WORK TO COMPLETE: Search the material below for the word "them" and copy every line in which it occurs.

GIVEN RECORDS:

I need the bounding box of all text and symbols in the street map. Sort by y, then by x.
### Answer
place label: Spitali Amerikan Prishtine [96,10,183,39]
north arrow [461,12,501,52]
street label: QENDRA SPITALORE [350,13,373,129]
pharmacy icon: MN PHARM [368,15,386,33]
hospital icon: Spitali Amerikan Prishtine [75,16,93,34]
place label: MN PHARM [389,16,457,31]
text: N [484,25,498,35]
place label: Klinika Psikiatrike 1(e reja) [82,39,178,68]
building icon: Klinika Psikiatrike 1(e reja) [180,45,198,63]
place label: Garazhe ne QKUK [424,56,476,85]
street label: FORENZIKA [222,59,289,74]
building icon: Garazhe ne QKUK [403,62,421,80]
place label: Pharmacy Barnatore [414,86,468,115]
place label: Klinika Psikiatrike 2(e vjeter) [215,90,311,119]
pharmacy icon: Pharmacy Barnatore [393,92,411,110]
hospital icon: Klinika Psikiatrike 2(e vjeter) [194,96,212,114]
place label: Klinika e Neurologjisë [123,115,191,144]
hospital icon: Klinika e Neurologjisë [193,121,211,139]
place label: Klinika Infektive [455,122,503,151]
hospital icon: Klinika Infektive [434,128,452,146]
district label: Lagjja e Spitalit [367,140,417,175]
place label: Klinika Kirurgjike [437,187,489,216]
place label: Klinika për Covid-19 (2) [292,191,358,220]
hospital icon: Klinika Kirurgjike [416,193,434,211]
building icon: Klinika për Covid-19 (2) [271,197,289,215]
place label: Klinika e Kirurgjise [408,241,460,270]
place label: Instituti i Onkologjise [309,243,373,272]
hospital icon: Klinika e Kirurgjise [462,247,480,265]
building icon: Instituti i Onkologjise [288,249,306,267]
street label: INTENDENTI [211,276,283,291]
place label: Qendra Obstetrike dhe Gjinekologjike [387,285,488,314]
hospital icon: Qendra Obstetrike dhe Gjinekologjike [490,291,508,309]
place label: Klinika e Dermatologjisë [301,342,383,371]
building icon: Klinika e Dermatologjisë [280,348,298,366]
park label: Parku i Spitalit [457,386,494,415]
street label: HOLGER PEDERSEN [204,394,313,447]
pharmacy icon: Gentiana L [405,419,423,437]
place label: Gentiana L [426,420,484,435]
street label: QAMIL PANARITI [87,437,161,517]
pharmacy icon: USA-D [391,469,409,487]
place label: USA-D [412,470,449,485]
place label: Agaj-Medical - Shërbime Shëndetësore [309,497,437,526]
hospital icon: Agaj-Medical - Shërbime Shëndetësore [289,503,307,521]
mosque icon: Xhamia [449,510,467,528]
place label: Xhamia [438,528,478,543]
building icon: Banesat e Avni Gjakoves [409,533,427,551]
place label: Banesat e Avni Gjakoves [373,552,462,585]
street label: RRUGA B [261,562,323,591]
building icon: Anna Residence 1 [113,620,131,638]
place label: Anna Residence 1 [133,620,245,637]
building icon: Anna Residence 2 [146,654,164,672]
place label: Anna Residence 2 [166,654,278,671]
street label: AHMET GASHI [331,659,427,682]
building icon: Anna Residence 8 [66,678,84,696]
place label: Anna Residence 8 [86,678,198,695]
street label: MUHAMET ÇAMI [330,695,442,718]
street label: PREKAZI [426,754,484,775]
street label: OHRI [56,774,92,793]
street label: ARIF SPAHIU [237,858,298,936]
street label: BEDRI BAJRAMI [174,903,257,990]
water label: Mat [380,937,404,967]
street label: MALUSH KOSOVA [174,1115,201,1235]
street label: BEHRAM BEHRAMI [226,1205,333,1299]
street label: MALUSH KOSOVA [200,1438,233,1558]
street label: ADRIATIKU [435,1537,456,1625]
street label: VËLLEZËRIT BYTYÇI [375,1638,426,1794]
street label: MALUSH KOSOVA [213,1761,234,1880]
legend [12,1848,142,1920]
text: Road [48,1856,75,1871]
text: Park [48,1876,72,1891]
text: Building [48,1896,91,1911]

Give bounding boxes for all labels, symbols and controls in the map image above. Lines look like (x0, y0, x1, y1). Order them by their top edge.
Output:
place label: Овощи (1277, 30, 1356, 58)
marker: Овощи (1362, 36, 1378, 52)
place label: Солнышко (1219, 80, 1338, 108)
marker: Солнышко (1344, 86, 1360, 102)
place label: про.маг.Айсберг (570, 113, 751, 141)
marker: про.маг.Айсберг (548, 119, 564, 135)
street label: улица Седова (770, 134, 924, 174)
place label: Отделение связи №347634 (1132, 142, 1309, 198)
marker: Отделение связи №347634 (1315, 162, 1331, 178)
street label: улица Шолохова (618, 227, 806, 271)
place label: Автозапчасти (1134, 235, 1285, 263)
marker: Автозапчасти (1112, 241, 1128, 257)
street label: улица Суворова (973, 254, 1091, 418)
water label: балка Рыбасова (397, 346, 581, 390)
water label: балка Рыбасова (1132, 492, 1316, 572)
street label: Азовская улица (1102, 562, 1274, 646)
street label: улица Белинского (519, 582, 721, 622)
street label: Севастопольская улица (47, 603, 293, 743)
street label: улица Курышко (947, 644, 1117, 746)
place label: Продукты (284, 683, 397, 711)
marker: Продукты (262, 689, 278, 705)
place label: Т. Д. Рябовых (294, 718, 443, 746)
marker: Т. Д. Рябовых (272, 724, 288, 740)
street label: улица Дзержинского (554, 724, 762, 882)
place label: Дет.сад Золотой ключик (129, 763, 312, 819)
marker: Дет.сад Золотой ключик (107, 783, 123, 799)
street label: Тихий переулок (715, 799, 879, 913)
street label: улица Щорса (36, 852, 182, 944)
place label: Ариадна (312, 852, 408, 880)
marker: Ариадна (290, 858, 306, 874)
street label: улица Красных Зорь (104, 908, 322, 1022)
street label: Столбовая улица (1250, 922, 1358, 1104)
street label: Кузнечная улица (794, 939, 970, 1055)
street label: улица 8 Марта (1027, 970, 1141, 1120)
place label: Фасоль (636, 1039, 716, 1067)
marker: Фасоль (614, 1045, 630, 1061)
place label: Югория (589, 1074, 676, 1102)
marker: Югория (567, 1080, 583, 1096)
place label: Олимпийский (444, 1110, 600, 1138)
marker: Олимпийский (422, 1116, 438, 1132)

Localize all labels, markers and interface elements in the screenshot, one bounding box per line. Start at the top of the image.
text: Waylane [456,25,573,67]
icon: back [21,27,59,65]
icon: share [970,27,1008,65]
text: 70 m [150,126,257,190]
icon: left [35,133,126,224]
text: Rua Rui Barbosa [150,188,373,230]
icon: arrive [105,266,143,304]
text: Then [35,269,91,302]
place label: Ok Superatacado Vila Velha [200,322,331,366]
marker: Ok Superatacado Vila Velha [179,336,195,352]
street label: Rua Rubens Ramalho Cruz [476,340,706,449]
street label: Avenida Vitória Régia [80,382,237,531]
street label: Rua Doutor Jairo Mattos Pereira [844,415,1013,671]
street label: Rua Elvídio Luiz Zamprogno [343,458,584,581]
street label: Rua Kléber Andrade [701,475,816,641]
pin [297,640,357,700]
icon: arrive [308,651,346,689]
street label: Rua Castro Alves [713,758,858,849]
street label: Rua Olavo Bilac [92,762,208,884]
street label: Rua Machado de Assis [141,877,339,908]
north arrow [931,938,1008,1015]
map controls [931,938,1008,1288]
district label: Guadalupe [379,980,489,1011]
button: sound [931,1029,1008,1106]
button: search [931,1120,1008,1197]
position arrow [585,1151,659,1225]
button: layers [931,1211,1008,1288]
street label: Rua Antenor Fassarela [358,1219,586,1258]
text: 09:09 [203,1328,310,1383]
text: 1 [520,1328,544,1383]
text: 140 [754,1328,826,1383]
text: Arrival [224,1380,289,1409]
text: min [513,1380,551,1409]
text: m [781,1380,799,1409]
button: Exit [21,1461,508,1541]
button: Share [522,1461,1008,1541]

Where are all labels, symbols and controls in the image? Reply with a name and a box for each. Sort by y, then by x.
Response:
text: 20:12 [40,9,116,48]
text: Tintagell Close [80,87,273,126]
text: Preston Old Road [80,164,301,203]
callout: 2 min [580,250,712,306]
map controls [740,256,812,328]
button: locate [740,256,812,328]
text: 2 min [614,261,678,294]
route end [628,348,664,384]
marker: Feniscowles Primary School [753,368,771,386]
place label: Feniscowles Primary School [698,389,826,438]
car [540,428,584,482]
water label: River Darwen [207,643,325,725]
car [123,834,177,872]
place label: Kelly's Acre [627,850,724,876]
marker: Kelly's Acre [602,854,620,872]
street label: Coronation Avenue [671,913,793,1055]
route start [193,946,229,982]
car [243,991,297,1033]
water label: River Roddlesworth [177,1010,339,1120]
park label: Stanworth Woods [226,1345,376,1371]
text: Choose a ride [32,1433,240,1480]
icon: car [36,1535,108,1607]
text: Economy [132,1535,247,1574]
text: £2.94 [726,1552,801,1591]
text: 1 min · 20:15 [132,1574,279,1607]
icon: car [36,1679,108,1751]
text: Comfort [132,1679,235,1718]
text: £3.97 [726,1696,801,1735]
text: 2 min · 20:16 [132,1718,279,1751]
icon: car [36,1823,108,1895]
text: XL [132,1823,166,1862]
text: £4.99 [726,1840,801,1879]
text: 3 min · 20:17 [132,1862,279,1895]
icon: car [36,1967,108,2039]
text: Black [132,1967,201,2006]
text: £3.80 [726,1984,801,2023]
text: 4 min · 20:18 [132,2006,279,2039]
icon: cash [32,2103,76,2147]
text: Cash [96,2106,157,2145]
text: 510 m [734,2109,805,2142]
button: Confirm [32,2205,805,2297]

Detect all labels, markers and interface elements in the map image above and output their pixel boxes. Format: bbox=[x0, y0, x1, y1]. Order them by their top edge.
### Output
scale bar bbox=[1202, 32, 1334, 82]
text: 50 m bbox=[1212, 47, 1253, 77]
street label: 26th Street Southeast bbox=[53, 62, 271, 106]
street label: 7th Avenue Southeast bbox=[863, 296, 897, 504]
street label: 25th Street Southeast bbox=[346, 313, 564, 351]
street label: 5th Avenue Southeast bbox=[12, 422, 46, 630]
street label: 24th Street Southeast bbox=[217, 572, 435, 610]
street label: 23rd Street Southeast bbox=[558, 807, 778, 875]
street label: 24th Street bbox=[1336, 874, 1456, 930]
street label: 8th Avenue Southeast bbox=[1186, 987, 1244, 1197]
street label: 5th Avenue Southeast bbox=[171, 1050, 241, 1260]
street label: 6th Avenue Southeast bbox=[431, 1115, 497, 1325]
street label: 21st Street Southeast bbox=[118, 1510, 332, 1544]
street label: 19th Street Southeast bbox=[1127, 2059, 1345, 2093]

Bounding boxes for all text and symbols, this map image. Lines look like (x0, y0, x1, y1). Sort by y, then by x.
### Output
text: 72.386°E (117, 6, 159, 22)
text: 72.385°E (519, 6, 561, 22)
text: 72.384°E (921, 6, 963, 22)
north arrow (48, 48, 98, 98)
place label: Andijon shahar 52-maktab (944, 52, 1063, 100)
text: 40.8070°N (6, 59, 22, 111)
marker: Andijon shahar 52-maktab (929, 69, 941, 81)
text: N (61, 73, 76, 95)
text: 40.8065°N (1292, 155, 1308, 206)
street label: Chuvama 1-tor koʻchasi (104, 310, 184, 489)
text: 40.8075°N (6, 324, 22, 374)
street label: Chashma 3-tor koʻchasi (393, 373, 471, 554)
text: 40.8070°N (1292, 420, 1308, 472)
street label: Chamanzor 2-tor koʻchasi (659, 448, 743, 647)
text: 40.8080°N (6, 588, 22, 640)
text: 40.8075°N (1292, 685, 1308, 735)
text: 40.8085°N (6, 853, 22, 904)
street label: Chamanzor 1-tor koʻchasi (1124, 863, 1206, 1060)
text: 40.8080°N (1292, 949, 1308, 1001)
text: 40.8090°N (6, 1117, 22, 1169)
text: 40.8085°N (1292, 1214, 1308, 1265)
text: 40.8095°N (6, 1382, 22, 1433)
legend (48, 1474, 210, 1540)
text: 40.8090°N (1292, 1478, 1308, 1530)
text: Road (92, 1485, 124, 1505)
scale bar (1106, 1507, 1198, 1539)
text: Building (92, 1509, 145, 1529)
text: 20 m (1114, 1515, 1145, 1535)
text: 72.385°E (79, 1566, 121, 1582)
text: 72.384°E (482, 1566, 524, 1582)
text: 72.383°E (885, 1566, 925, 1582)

COMPLETED TASK:
Give bounding boxes for all labels, symbols and controls in the map image above. Lines look like (x0, y0, x1, y1). Order them by their top edge.
Detect all labels, markers and interface elements in the map image above and output their pixel boxes. Format: bbox=[x0, y0, x1, y1]. Order them by their top edge.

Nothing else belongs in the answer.